> [RECORDS]:
##########

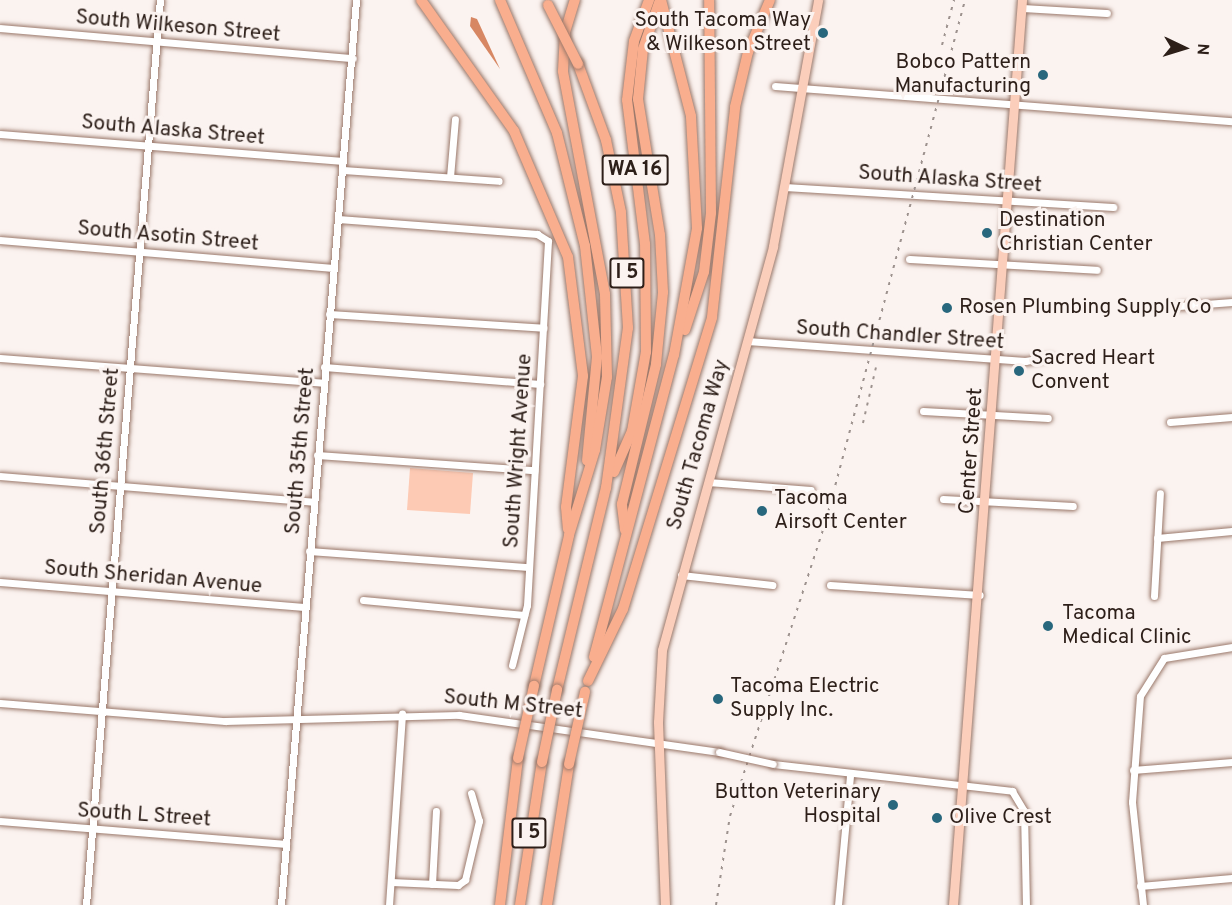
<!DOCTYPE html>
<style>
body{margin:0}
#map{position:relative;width:1232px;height:905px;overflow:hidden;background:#fbf3f0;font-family:Overpass,sans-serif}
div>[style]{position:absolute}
.green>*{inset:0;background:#fdcab4}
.water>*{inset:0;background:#d78763}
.roads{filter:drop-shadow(0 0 2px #9a786a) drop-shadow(0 0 2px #9a786a)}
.minor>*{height:7px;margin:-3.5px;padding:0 3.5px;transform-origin:3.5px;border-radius:3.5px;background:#fff}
.major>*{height:9px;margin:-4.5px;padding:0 4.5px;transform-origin:4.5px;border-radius:4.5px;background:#fbcebb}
.highway>*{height:10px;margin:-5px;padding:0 5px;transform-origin:5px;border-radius:5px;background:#f9ae8e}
.rail>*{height:2px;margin-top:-1px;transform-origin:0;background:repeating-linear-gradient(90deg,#9d928e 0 3px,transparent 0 9px)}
.bridges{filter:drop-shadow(0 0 2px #9a786a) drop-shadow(0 0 2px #9a786a)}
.minor-bridge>*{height:7px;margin:-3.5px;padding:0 3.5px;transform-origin:3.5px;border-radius:3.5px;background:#fff}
.highway-bridge>*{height:10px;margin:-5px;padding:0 5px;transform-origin:5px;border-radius:5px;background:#f9ae8e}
.dots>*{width:16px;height:16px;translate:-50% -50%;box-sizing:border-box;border:3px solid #fbf3f0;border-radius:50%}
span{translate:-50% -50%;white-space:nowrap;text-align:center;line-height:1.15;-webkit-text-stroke:6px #fbf3f0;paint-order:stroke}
.shield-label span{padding:2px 4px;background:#fbf3f0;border:2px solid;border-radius:4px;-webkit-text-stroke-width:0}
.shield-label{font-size:20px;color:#2d1f19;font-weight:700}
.poi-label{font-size:21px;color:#2d1f19}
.right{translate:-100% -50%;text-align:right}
.left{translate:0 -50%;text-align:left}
.street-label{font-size:21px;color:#2d1f19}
.north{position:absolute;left:1154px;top:18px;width:60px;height:60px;-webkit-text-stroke:4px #fbf3f0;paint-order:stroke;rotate:94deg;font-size:16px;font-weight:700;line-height:24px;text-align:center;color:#2d1f19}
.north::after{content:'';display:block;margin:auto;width:21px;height:27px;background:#2d1f19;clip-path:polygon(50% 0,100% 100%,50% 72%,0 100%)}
</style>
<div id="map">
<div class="green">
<i style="clip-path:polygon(410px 468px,473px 473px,470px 514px,407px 510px)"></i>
</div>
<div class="water">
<i style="clip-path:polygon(471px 17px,477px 19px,500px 69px,470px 26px)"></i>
</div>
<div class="roads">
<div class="minor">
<i style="left:1022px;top:8px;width:85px;rotate:3.4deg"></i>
<i style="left:0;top:28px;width:354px;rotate:4.9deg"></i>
<i style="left:775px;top:86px;width:458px;rotate:4.4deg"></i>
<i style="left:0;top:134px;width:344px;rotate:4.5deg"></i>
<i style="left:343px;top:170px;width:156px;rotate:4deg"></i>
<i style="left:450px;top:177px;width:58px;rotate:-85.1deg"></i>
<i style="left:784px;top:187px;width:330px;rotate:3.5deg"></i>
<i style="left:338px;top:219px;width:200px;rotate:4.3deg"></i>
<i style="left:537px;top:234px;width:13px;rotate:32deg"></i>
<i style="left:548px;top:241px;width:365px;rotate:93.3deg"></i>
<i style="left:527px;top:605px;width:62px;rotate:104deg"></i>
<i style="left:0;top:240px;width:334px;rotate:4.8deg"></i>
<i style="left:909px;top:259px;width:188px;rotate:3.3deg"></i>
<i style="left:1179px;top:306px;width:53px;rotate:-4.3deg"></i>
<i style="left:329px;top:314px;width:215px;rotate:3.7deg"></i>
<i style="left:747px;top:341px;width:279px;rotate:4.1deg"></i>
<i style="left:1025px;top:361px;width:25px;rotate:-9deg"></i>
<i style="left:0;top:358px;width:324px;rotate:4.4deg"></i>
<i style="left:324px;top:367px;width:217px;rotate:4.5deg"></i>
<i style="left:923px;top:411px;width:125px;rotate:3.2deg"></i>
<i style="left:1170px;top:422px;width:62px;rotate:-4.6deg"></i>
<i style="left:317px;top:455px;width:218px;rotate:4deg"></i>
<i style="left:0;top:476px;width:314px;rotate:4.7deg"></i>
<i style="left:708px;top:482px;width:103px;rotate:4.4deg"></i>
<i style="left:943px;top:499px;width:130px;rotate:3.1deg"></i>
<i style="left:1157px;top:538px;width:75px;rotate:-5.3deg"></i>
<i style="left:309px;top:551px;width:220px;rotate:4.2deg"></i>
<i style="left:681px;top:575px;width:92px;rotate:6.3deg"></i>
<i style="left:0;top:582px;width:305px;rotate:4.7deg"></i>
<i style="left:830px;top:585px;width:150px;rotate:3.8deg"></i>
<i style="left:1154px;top:596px;width:103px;rotate:-86.7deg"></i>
<i style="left:363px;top:600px;width:162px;rotate:5.3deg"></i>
<i style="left:0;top:703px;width:226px;rotate:4.6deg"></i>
<i style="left:225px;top:721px;width:234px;rotate:-1.5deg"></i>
<i style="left:459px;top:715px;width:263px;rotate:8.1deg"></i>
<i style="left:773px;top:764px;width:241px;rotate:6.4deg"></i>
<i style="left:1012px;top:791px;width:23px;rotate:59deg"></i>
<i style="left:1024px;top:811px;width:94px;rotate:88.8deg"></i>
<i style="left:1133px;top:770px;width:99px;rotate:-4.6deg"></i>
<i style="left:0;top:821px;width:287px;rotate:4.6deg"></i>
<i style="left:391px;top:882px;width:67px;rotate:2.6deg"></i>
<i style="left:458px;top:885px;width:9px;rotate:-36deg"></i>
<i style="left:465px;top:880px;width:61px;rotate:-76.7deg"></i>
<i style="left:479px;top:821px;width:29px;rotate:-106deg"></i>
<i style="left:432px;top:884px;width:73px;rotate:-86.9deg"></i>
<i style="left:1140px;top:886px;width:92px;rotate:-5deg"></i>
<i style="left:86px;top:905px;width:908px;rotate:-85.33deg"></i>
<i style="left:281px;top:905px;width:908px;rotate:-85.26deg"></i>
<i style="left:389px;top:905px;width:192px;rotate:-86.1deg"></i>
<i style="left:838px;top:905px;width:131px;rotate:-84.7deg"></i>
<i style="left:1143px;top:905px;width:104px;rotate:-96.1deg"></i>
<i style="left:1132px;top:802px;width:106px;rotate:-85.7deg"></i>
<i style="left:1140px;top:696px;width:45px;rotate:-57.7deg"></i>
<i style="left:1164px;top:658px;width:69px;rotate:-9.2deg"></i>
</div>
<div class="major">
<i style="left:665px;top:905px;width:183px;rotate:-92.2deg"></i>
<i style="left:658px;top:722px;width:72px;rotate:-86.8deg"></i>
<i style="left:662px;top:650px;width:419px;rotate:-74.6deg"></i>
<i style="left:773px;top:246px;width:250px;rotate:-79.6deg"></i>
<i style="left:953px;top:905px;width:908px;rotate:-85.64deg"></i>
</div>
<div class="highway">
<i style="left:421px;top:0;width:161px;rotate:54.6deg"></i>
<i style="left:514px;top:131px;width:137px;rotate:66.8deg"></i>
<i style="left:568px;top:257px;width:120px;rotate:82.8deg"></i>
<i style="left:583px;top:376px;width:132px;rotate:97.4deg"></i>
<i style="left:566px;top:507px;width:22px;rotate:85deg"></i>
<i style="left:500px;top:0;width:145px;rotate:66.8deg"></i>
<i style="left:557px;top:133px;width:116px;rotate:76.1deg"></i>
<i style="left:585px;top:246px;width:112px;rotate:83.8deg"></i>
<i style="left:597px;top:357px;width:104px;rotate:95.5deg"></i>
<i style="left:685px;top:330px;width:61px;rotate:-71.9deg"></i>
<i style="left:704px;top:272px;width:59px;rotate:-83.2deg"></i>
<i style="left:711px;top:213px;width:213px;rotate:-90.5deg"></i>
<i style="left:614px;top:472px;width:45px;rotate:-66.3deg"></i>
<i style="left:632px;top:431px;width:80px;rotate:-80deg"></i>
<i style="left:646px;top:352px;width:108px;rotate:-90.5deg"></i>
<i style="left:645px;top:244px;width:145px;rotate:-97.1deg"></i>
<i style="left:627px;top:100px;width:59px;rotate:-83.2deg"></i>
<i style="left:634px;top:41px;width:44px;rotate:-69.9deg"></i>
<i style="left:625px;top:530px;width:26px;rotate:-97deg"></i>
<i style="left:622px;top:504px;width:144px;rotate:-76.3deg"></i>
<i style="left:656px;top:364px;width:72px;rotate:-84.4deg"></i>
<i style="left:663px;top:292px;width:57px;rotate:-93deg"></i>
<i style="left:660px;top:235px;width:138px;rotate:-99.2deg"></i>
<i style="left:638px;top:99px;width:50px;rotate:-84.3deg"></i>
<i style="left:643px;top:49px;width:52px;rotate:-70.9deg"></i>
<i style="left:594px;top:657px;width:312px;rotate:-75.2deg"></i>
<i style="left:674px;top:355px;width:129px;rotate:-79.7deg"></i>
<i style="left:697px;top:228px;width:112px;rotate:-93.1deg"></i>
<i style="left:691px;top:116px;width:120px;rotate:-104.5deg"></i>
<i style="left:588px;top:681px;width:80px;rotate:-64.1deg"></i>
<i style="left:623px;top:609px;width:305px;rotate:-73deg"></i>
<i style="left:712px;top:317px;width:211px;rotate:-83.7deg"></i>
<i style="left:735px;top:107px;width:57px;rotate:-76.7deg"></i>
<i style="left:748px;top:52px;width:56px;rotate:-67.1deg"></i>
<i style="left:534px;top:686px;width:155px;rotate:-76.9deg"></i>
<i style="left:569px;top:535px;width:89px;rotate:-73deg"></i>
<i style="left:595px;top:450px;width:74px;rotate:-80.7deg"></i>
<i style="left:607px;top:377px;width:83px;rotate:-91.4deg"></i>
<i style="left:605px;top:294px;width:227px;rotate:-100.7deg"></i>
<i style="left:563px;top:71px;width:39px;rotate:-87deg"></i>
<i style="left:565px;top:32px;width:34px;rotate:-73deg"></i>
<i style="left:557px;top:690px;width:208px;rotate:-76.4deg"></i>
<i style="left:606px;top:488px;width:162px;rotate:-82.2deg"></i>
<i style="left:628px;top:328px;width:116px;rotate:-93.5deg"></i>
<i style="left:621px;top:212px;width:74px;rotate:-101.8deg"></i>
<i style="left:606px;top:140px;width:81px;rotate:-110.2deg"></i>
<i style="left:500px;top:905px;width:148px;rotate:-83deg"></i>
<i style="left:520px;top:905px;width:145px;rotate:-81.3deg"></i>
<i style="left:547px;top:905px;width:143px;rotate:-81.1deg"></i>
</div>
</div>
<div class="rail">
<i style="left:942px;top:45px;width:47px;rotate:-75.1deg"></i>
<i style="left:863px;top:423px;width:62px;rotate:-76.9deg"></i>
<i style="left:716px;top:905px;width:90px;rotate:-81.1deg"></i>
<i style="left:730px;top:816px;width:311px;rotate:-72deg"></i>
<i style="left:826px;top:520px;width:538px;rotate:-75.03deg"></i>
</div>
<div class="bridges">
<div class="minor-bridge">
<i style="left:719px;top:752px;width:55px;rotate:12.5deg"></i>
</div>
<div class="highway-bridge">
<i style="left:548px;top:5px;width:66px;rotate:63deg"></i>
<i style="left:518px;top:758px;width:74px;rotate:-77.5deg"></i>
<i style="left:542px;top:762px;width:74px;rotate:-78.2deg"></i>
<i style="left:569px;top:764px;width:74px;rotate:-77.5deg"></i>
</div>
</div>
<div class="dots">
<i style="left:823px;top:33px;background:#28677d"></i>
<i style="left:1043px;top:75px;background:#28677d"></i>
<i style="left:987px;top:233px;background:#28677d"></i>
<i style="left:947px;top:308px;background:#28677d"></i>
<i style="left:1019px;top:371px;background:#28677d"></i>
<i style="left:762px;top:511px;background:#28677d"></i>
<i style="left:1048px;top:626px;background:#28677d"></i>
<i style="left:718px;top:699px;background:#28677d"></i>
<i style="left:893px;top:805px;background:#28677d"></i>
<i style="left:937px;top:818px;background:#28677d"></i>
</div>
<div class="shield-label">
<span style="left:635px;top:170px">WA 16</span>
<span style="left:627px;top:273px">I 5</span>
<span style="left:529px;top:833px">I 5</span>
</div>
<div class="poi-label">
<span class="right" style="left:811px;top:33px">South Tacoma Way<br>&amp; Wilkeson Street</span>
<span class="right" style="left:1031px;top:75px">Bobco Pattern<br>Manufacturing</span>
<span class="left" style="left:999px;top:233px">Destination<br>Christian Center</span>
<span class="left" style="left:959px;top:308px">Rosen Plumbing Supply Co</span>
<span class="left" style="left:1031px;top:371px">Sacred Heart<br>Convent</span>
<span class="left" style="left:774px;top:511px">Tacoma<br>Airsoft Center</span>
<span class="left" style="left:1062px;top:626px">Tacoma<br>Medical Clinic</span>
<span class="left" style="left:730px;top:699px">Tacoma Electric<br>Supply Inc.</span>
<span class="right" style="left:881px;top:805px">Button Veterinary<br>Hospital</span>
<span class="left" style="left:949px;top:818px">Olive Crest</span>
</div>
<div class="street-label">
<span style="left:178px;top:27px;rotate:5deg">South Wilkeson Street</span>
<span style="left:173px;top:131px;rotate:5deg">South Alaska Street</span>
<span style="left:950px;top:180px;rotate:4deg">South Alaska Street</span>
<span style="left:168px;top:237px;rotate:5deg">South Asotin Street</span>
<span style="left:900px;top:336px;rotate:4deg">South Chandler Street</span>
<span style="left:699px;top:445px;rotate:-74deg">South Tacoma Way</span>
<span style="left:106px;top:451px;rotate:-85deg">South 36th Street</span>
<span style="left:301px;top:451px;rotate:-85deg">South 35th Street</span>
<span style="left:519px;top:451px;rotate:-86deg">South Wright Avenue</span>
<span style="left:972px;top:451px;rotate:-86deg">Center Street</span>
<span style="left:153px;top:578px;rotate:5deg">South Sheridan Avenue</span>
<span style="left:513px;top:705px;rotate:6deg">South M Street</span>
<span style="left:144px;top:816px;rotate:4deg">South L Street</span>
</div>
<div class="north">N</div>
</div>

##########

In the listing above, how many lines include the word "roads"? Answer with the number and nothing more.

> [EXERCISE ANSWER]: 2